** Opening THE DATA block **

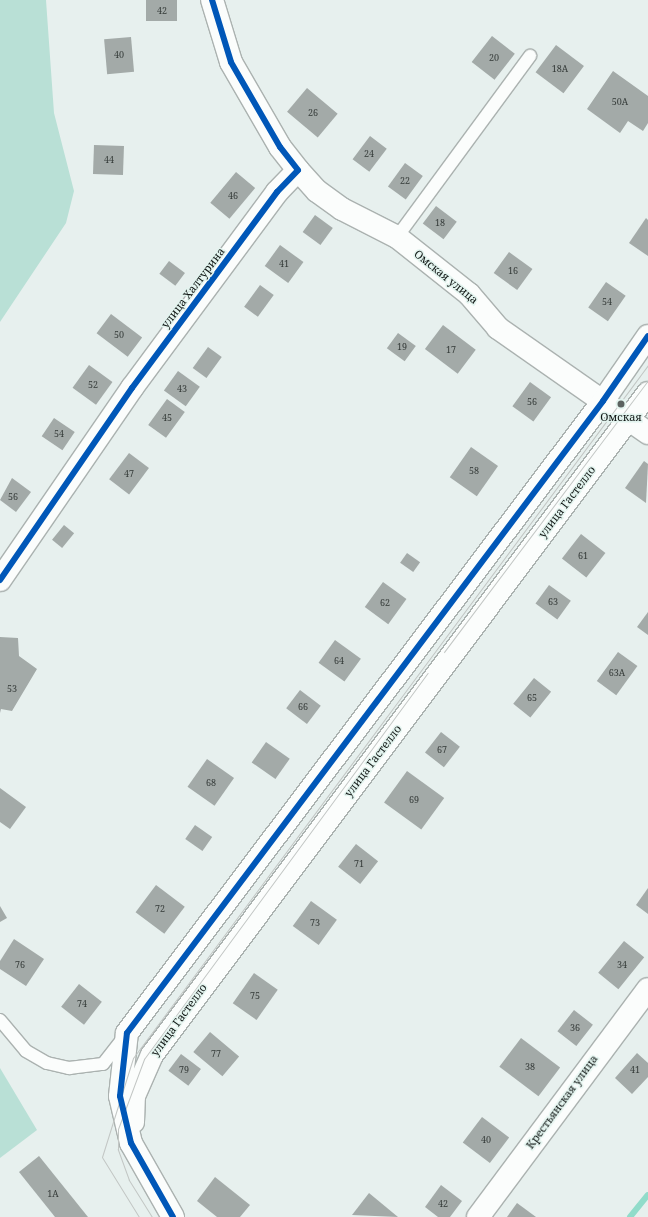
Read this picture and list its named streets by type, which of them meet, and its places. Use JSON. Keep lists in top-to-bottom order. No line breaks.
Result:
{"streets":{"street":["Омская улица","улица Халтурина","улица Гастелло","Крестьянская улица"]},"crossings":[["Омская улица","улица Халтурина"],["Омская улица","улица Гастелло"]],"places":["Омская"],"house_numbers":["42","40","20","18А","50А","26","24","44","22","46","18","41","16","54","50","19","17","52","43","56","45","54","58","47","56","61","63","62","64","63А","53","65","66","67","68","69","71","72","73","76","34","75","74","36","77","38","79","41","40","1А","42"]}
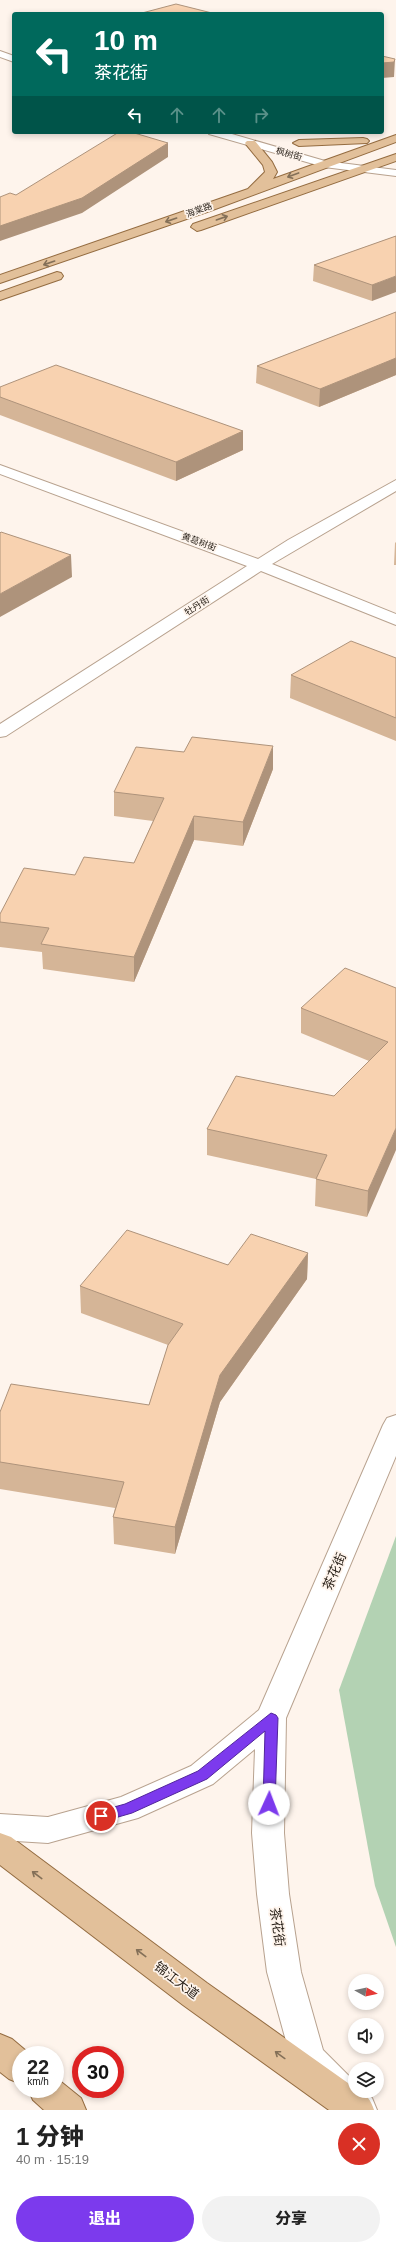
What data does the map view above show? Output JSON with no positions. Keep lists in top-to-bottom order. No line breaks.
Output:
{"streets":{"main road":["海棠路","锦江大道"],"street":["枫树街","黄葛树街","牡丹街","茶花街"]},"crossings":[["枫树街","海棠路"],["黄葛树街","牡丹街"]],"one_way":["锦江大道"],"north":"right","page":{"turn":["10 m","茶花街"],"speed":"22 km/h","limit":"30","heading":["1 分钟","40 m · 15:19"],"buttons":["退出","分享"]}}
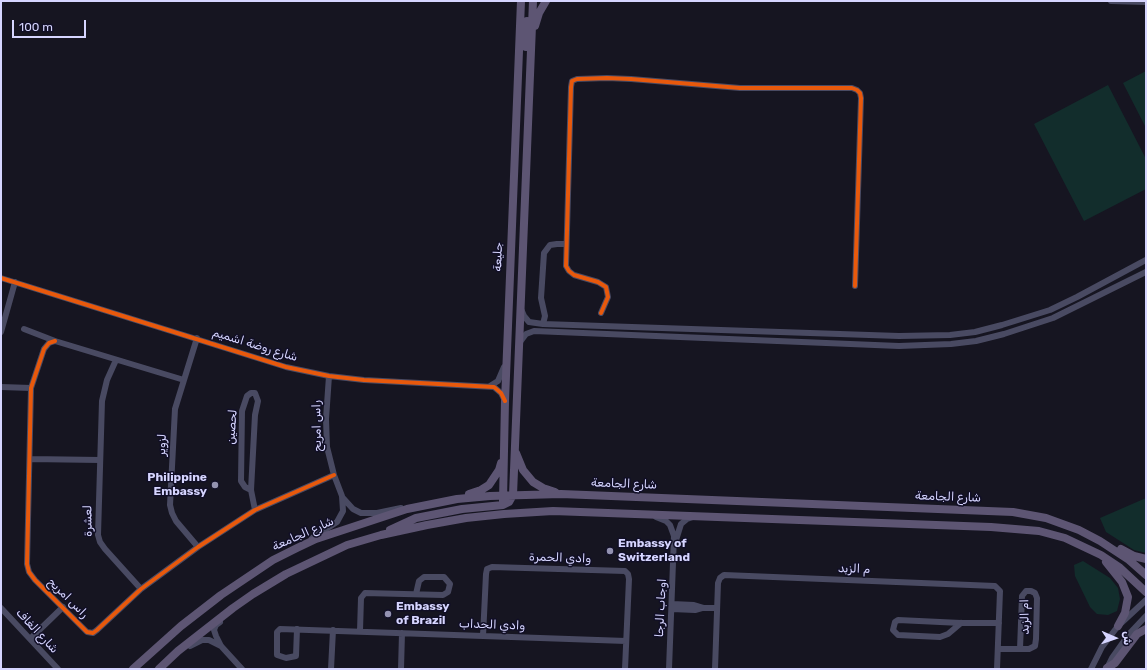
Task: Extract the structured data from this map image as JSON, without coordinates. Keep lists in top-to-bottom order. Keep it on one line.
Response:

** Closing THE DATA block **

_EXERCISE DESCRIPTION:_ Copy all the records above exactly, but leave out the pictures.

_RESPONSE:_
Read this picture and list its named streets by type, which of them meet, and its places. Use JSON. Keep lists in top-to-bottom order. No line breaks.
Result:
{"streets":{"street":["Омская улица","улица Халтурина","улица Гастелло","Крестьянская улица"]},"crossings":[["Омская улица","улица Халтурина"],["Омская улица","улица Гастелло"]],"places":["Омская"],"house_numbers":["42","40","20","18А","50А","26","24","44","22","46","18","41","16","54","50","19","17","52","43","56","45","54","58","47","56","61","63","62","64","63А","53","65","66","67","68","69","71","72","73","76","34","75","74","36","77","38","79","41","40","1А","42"]}
What data does the map view above show? Output JSON with no positions. Keep lists in top-to-bottom order. No line breaks.
Output:
{"streets":{"main road":["海棠路","锦江大道"],"street":["枫树街","黄葛树街","牡丹街","茶花街"]},"crossings":[["枫树街","海棠路"],["黄葛树街","牡丹街"]],"one_way":["锦江大道"],"north":"right","page":{"turn":["10 m","茶花街"],"speed":"22 km/h","limit":"30","heading":["1 分钟","40 m · 15:19"],"buttons":["退出","分享"]}}
Task: Extract the structured data from this map image as JSON, without coordinates. Keep lists in top-to-bottom order. Keep it on one line.
Response:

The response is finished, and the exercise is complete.